Calcutta, Oct. 2: In a crowd of black-robed advocates and tome-bearing clerks, one lady stood out in her sari.

She was the only one in room no. 8 of Calcutta High Court who had no business to be there — or, perhaps, more business than any of the others — when a vacation bench sat today.

Molly Chanda of Bowbazar was Citizen Calcutta’s representative when Justice Alok Chakraborty and Justice Shubhrakamal Mukherjee took up the state government’s opposition to Justice Amitava Lala’s order restricting rallies.

Chanda was one of the thousands of Calcuttans stuck in the September 24 rally that also stalled Justice Lala while he was on his way to court.

“Justice Lala was delayed for 30 minutes that day,” Chanda said today.

“I was held up for two-and-a-half hours,” she said, explaining her decision to be present in court on Saptami morning.

Chanda was on her way from Park Street to B.K. Pal Avenue in north Calcutta to see an ailing relative. She picked the route along the Maidan, skipping Central Avenue and Chowringhee, to avoid rush-hour traffic snarls.

“But what I went through that morning and afternoon was traumatic,” she said. “Here I was — going to see an ailing person — when I myself was taken ill, sitting in the car and amid the fumes,” Chanda said.

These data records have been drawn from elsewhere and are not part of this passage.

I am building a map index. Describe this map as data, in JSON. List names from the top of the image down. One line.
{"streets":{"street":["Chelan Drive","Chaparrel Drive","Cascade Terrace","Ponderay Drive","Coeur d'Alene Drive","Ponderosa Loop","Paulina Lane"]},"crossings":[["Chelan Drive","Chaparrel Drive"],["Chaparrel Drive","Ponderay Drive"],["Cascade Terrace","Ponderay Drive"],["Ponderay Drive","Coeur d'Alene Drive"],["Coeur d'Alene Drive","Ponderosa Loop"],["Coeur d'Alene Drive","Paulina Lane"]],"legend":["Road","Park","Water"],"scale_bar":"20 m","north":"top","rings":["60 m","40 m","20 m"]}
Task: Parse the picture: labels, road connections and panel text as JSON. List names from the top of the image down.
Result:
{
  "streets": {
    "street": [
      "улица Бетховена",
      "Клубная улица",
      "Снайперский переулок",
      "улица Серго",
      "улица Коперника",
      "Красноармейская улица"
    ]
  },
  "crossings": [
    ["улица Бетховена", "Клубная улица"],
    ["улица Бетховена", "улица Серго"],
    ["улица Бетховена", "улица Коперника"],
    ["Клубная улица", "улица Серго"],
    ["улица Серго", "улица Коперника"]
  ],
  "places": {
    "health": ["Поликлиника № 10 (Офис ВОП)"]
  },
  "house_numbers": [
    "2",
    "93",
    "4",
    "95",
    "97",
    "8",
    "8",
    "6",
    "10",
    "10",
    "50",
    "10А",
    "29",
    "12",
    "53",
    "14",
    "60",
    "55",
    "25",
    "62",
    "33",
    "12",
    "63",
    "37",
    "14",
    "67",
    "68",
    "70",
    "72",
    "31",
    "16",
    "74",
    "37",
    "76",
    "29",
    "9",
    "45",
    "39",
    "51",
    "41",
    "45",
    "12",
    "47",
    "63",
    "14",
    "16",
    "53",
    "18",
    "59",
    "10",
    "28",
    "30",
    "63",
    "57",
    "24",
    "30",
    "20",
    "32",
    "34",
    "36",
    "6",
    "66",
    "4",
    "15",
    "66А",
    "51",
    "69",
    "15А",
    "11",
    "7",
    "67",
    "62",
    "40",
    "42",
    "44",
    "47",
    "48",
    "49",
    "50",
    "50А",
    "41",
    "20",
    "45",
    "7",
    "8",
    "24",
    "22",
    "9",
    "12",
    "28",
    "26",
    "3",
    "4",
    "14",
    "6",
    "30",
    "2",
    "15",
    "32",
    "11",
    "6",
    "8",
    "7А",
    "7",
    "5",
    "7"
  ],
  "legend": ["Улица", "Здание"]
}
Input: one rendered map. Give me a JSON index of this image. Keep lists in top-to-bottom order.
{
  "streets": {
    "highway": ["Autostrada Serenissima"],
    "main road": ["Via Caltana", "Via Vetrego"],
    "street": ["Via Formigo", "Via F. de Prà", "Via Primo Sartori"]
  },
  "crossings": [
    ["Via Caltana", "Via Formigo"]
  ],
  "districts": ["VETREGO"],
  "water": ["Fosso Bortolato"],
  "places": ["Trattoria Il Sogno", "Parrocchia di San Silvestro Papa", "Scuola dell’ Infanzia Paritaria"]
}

The morning after, she read Justice Lala’s decision to slap a contempt notice on the traffic police brass for giving the rally right of way.

“Ever since, I have been keeping abreast of the developments in court,” Chanda said, adding that she was grateful — “like every other Calcuttan” — to the judiciary for “doing something” to arrest life-arresting rallies.

“I could not be in court on Monday when Justice Lala passed his ruling that must be one of the people-friendliest in recent times,” she said, adding that she had decided that day to make up for her absence.

“My being present here — rather than with friends and relatives on Saptami morning — is my way of expressing solidarity with the judiciary in its fight to set Calcutta free from rallies,” she said.